Task instructions — Copy, exactly and without additions, every line in the records below from the one holding "Find all street labels and road numbers in the image" through the one holding "Where are all", both ends included.

Data shown —
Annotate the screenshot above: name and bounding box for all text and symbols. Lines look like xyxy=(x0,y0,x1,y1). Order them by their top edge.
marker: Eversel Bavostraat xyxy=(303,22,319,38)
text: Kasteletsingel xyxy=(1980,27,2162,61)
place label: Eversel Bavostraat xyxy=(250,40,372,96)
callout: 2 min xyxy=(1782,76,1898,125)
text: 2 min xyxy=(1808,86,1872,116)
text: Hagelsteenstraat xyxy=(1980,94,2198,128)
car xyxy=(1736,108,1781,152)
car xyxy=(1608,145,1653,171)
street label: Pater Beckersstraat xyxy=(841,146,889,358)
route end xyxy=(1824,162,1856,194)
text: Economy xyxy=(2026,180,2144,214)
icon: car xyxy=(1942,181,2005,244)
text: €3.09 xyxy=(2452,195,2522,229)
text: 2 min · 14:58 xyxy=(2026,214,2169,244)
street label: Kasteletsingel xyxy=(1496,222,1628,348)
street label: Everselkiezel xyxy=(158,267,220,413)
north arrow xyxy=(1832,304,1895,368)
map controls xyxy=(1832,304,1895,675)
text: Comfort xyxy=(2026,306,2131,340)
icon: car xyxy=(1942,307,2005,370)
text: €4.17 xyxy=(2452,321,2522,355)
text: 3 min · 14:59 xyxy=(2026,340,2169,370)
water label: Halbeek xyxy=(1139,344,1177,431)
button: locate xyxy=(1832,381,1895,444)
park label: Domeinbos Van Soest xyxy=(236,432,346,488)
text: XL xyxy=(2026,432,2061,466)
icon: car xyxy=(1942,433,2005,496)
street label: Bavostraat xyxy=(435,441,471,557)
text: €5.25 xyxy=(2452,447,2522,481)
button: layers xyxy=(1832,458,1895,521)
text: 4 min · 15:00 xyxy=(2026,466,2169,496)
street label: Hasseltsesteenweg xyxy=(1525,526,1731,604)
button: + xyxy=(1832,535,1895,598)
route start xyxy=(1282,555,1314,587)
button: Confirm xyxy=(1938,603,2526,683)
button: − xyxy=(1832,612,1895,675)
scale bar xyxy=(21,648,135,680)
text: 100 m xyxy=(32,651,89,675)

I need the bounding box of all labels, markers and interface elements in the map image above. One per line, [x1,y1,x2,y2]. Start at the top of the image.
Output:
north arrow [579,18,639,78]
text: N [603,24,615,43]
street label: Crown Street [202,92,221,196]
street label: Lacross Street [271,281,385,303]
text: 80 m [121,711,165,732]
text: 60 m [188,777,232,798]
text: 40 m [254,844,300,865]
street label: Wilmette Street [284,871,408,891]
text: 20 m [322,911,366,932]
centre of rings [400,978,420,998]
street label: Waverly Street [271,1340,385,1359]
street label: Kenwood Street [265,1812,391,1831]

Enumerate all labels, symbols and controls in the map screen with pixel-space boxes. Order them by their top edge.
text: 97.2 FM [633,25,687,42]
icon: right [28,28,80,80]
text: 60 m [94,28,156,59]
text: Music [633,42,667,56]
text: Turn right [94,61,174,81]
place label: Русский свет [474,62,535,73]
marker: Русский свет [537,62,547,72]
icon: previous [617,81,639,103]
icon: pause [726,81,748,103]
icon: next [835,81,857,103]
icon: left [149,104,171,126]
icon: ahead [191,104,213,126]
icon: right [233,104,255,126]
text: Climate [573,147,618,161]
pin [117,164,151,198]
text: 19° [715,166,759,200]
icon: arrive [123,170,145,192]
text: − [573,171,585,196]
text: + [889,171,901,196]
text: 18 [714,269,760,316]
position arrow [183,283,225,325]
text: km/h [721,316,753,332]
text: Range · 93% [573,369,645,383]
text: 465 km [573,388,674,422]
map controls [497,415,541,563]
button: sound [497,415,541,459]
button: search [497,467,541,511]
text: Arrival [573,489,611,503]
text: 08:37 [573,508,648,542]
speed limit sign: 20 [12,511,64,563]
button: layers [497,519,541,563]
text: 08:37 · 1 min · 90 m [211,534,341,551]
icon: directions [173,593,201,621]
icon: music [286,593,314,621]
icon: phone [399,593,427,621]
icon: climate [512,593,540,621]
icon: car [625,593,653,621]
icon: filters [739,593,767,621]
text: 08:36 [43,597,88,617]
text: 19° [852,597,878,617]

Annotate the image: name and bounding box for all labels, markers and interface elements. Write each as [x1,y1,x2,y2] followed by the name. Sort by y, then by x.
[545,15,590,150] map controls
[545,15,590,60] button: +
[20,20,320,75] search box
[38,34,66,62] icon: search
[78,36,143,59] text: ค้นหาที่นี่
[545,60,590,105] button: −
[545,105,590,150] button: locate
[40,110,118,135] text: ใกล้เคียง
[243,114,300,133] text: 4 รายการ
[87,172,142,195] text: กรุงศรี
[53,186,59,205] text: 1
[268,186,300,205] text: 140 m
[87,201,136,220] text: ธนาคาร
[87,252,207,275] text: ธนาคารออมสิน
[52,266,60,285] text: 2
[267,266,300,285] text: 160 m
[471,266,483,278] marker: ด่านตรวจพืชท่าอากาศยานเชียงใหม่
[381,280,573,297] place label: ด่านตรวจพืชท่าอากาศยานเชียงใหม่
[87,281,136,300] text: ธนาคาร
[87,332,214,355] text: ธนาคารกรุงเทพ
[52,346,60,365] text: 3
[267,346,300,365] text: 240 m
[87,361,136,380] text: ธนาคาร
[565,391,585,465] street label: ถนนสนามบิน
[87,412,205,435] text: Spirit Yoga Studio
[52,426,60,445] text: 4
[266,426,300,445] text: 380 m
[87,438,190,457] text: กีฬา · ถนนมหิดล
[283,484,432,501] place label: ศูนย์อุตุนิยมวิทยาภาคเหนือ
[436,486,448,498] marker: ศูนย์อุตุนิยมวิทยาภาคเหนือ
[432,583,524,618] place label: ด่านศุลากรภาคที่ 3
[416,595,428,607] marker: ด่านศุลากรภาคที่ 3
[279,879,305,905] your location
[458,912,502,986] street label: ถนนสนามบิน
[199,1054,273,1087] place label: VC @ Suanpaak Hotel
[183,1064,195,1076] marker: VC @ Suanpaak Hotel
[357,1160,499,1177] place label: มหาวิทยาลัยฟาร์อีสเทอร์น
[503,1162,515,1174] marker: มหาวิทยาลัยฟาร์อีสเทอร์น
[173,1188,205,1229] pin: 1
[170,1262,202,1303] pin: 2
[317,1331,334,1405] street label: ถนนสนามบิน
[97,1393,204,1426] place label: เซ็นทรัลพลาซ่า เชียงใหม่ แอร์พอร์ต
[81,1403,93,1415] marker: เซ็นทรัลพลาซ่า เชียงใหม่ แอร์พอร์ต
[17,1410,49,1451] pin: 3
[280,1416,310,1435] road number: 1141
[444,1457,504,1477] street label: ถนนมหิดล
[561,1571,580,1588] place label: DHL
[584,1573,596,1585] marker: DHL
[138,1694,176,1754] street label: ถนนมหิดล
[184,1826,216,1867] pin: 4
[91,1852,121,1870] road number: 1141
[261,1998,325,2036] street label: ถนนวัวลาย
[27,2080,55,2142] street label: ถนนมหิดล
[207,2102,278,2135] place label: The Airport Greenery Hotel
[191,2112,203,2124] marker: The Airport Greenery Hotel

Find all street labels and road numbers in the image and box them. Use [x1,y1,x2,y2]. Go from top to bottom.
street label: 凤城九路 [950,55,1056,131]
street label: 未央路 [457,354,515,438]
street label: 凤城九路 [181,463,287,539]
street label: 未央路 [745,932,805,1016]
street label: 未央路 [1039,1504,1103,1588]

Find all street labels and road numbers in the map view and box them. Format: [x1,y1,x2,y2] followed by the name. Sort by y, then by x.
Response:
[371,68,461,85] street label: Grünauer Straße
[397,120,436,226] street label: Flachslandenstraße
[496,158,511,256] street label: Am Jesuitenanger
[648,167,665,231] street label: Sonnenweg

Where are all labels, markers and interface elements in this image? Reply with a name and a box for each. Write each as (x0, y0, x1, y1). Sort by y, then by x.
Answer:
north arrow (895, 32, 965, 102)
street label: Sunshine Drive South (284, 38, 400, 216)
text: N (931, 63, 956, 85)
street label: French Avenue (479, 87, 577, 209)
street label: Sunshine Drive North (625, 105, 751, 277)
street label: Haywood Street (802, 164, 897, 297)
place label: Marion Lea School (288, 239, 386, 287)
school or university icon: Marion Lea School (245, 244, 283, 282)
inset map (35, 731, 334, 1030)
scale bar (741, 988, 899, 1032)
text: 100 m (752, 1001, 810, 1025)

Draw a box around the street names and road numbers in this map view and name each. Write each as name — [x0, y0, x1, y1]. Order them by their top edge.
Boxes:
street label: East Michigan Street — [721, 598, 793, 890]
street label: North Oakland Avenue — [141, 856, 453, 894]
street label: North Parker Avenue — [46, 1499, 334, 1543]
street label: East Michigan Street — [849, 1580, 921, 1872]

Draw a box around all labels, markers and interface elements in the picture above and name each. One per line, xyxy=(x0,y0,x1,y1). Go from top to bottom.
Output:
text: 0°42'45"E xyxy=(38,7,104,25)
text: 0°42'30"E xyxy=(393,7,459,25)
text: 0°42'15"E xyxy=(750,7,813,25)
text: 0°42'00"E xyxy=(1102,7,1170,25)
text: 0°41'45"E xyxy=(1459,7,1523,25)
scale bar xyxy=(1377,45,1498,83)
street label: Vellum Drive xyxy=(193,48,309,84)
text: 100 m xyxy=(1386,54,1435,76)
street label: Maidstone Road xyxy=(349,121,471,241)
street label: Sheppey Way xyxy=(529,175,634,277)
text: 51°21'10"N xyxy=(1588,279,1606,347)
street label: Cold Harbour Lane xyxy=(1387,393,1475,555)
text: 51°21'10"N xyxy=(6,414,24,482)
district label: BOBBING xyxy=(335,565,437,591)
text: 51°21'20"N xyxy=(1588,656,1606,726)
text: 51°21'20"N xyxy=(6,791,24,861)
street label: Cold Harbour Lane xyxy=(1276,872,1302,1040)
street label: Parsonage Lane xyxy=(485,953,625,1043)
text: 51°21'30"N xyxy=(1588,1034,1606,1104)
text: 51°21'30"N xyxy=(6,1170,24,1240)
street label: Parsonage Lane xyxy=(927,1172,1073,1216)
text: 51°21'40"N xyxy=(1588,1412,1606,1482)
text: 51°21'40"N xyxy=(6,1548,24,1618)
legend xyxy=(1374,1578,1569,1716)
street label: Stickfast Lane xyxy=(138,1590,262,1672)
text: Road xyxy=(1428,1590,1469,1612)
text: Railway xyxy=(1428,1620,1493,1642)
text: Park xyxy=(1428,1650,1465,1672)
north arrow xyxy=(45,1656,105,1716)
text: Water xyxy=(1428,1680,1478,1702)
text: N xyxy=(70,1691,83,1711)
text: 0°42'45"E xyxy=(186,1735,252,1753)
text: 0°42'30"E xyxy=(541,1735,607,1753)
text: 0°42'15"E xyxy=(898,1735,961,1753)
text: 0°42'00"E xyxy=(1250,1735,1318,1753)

Output of the task —
Find all street labels and road numbers in the image and box them. Use [x1,y1,x2,y2]. Go from top to bottom.
street label: 凤城九路 [950,55,1056,131]
street label: 未央路 [457,354,515,438]
street label: 凤城九路 [181,463,287,539]
street label: 未央路 [745,932,805,1016]
street label: 未央路 [1039,1504,1103,1588]

Find all street labels and road numbers in the map view and box them. Format: [x1,y1,x2,y2] followed by the name. Sort by y, then by x.
Response:
[371,68,461,85] street label: Grünauer Straße
[397,120,436,226] street label: Flachslandenstraße
[496,158,511,256] street label: Am Jesuitenanger
[648,167,665,231] street label: Sonnenweg

Where are all labels, markers and interface elements in this image? Reply with a name and a box for each. Write each as (x0, y0, x1, y1). Sort by y, then by x.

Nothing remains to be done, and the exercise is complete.